Fed Plans to End Tough Sanction Against Predatory Lending

Not only has the gutting of regulation made it hard to win criminal prosecutions for financial fraud, but the Fed plans to eviscerate a key sanction against predatory lending. If you somehow still had any doubts as to whose interests are really being served by banking regulators, look no further than this latest largely under the radar move. From Zach Carter at Huffington Post:

The Federal Reserve is pushing a new mortgage regulation that would effectively eliminate the most powerful federal remedy for predatory lending.

The regulation would severely limit a practice called “rescission,” used to strike down demonstrably-illegal or fraudulent loan contracts and void a bank’s ill-gotten gains from such predatory lending practices. When a mortgage borrower wins a rescission case in court, the bank loses the right to foreclose, and has to give up all profits from interest and fees on the loan. The borrower still has to repay the principal — the original amount of money extended by the bank — but can’t be kicked out of the house.

Under the Fed’s new proposal, however, borrowers would be required to pay off the balance of the loan before the bank loses its right to foreclose — that means borrowers could still lose their homes, even in cases where banks have broken the law.

What gets interesting is how recission plays into the securitization model. The borrower is still on the hook for the principal, but with no ability to foreclose, it’s hard to compel the borrower to repay. And remember from our previous discussions of securitization, that “banks”, meaning servicers, are keen to foreclose because they get to repay themselves for fees (including junk fees and foreclosure-related charges) and principal and interest advances (remember they keep advancing principal and interest even when the borrower has quit paying, in theory they could stop once the loan is severely impaired, in practice pretty much no one does).

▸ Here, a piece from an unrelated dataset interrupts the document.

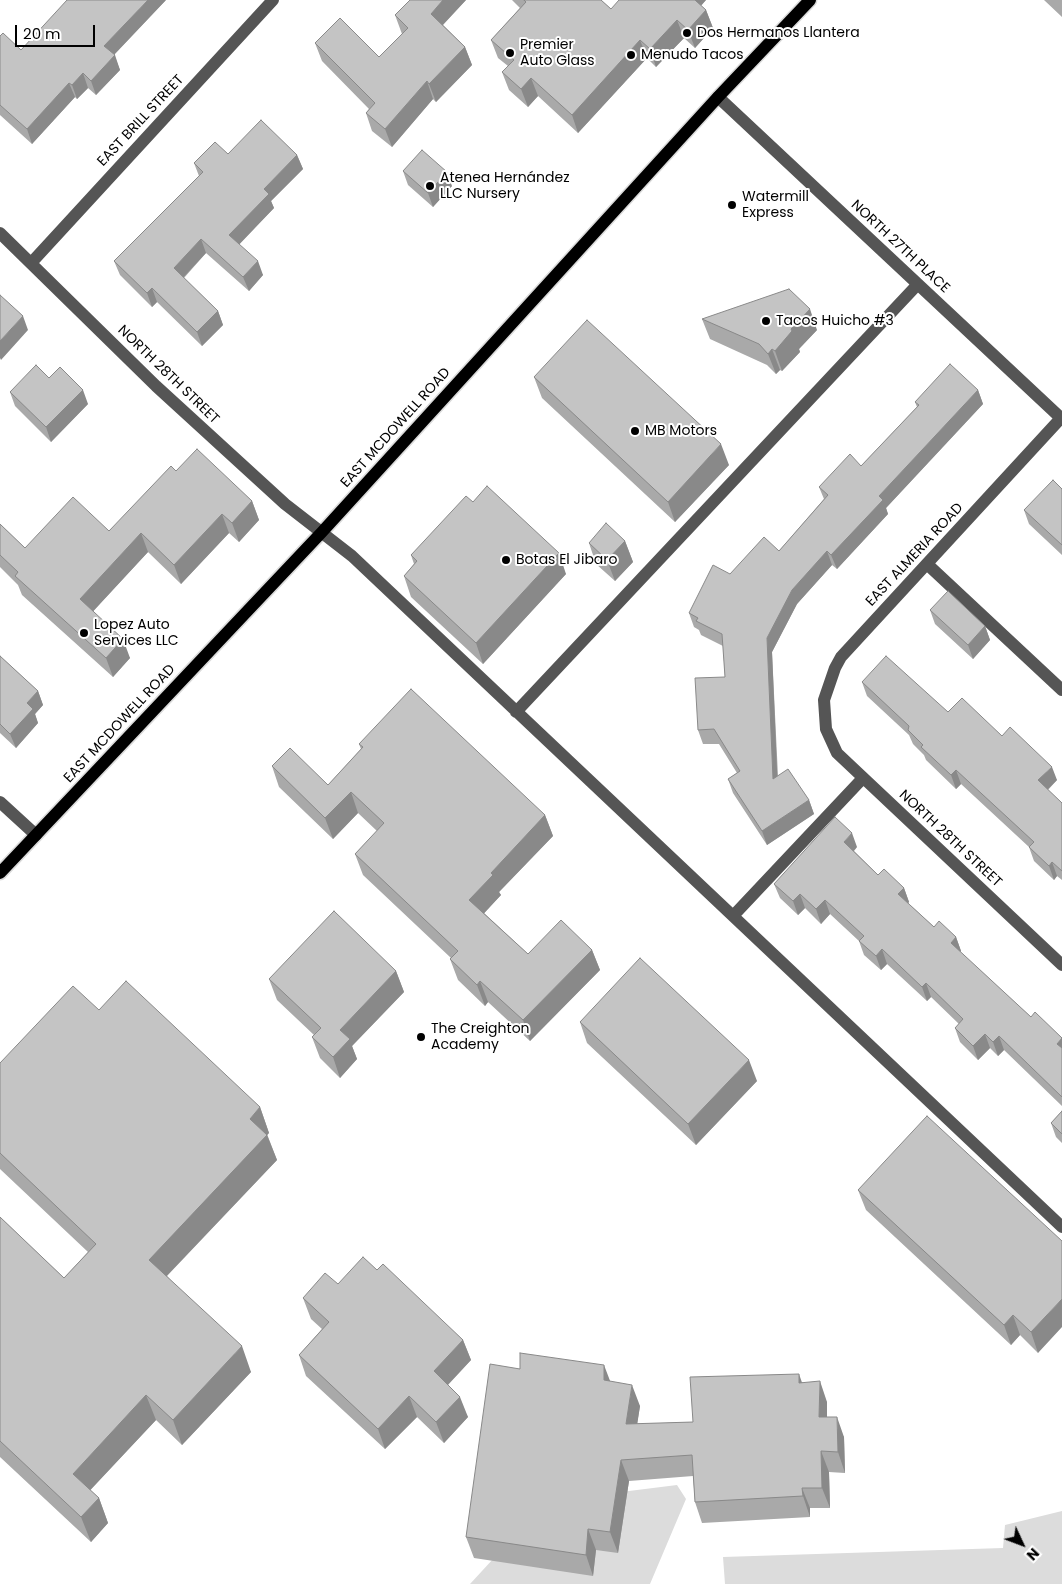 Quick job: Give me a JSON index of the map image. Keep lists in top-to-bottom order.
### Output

The investors get whatever is left.

So the banks’ argument no doubt includes the need to alleviate the impact of recission on servicers. But there are far more surgical approaches (addressing how to deal with servicer fees and advances in cases of recession, probably with different treatment when the servicer is independent versus when it is under the same corporate umbrella as the originator that created the fraudulent loan). But it’s much easier to opt for simple seeming solutions that give the banksters what they want.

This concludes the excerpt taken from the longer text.